作者: Gerald Goldstein,   Barry Materson,   William Cushman,   Domenic Reda,   Edward Freis,   Eli Ramirez,   Frederick Talmers,   Thomas White,   Stewart Nunn,   Robert Chapman,   Ibrahim Khatri,   Harold Schnaper,   J. Thomas,   William Henderson,   Carol Fye,  

 

期刊: Hypertension  (OVID Available online 1990)
卷期: Volume 15, issue 4  

页码: 361-369

 

ISSN:0194-911X

 

年代: 1990

 

出版商: OVID

 

关键词: cognition;behavior;essential hypertension;hydralazine;methyldopa;metoprolol;reserpine;aging;hydrochlorothiazide

 

数据来源: OVID

 

摘要:

This study was designed to determine whether blood pressure reduction, per se, causes adverse effects on cognitive and behavioral function in elderly hypertensive patients. Men with mild-to-moderate diastolic hypertension who had passed their 60th birthday were entered into the trial. After a placebo washout period, they were assigned in a randomized, double-blind manner to one of two groups receiving hydrochlorothiazide (either 25 mg once or twice daily or 50 mg once or twice daily). Responders entered a 1-year maintenance period. Nonresponders were randomly assigned to double-blind treatment with hydralazine, methyldopa, metoprolol, or reserpine added to the diuretic therapy. During the placebo and treatment periods, patients underwent a battery of psychometric tests designed to assess cognitive function, motor skills, memory, and affect. A separate questionnaire assessed the patient's ability to perform activities of daily living. A subset of patients blindly being treated with placebo received the same battery of tests as a control for practice effect.

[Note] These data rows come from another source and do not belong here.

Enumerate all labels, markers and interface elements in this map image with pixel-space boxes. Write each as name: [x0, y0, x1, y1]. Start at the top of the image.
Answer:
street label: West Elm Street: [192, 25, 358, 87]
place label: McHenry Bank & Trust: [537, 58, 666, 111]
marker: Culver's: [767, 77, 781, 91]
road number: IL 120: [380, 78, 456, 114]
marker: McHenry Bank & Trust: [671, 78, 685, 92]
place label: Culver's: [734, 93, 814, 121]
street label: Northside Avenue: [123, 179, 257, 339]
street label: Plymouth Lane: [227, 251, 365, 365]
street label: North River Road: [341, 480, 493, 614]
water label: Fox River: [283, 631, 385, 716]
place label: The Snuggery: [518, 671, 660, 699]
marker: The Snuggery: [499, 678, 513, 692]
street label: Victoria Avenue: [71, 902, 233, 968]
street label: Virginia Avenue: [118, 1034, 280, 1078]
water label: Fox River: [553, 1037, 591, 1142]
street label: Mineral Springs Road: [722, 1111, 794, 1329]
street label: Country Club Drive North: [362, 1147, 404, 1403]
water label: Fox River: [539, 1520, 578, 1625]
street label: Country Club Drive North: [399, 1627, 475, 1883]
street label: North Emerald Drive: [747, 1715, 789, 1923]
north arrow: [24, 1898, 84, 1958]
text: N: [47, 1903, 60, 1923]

The results showed that there was similar improvement on the psychometric tests between those patients whose blood pressure was successfully reduced and the placebo-treated control group. Therefore, the practice effect did not obscure a true deterioration in function. There were no substantive differences between the lower and higher doses of diuretic or among the four drugs added to the diuretic, although there were qualitative differences in side effects. We conclude that blood pressure reduction, per se, does not adversely affect cognitive and behavioral function in elderly hypertensive patients and that antihypertensive treatment is safe and effective in these patients.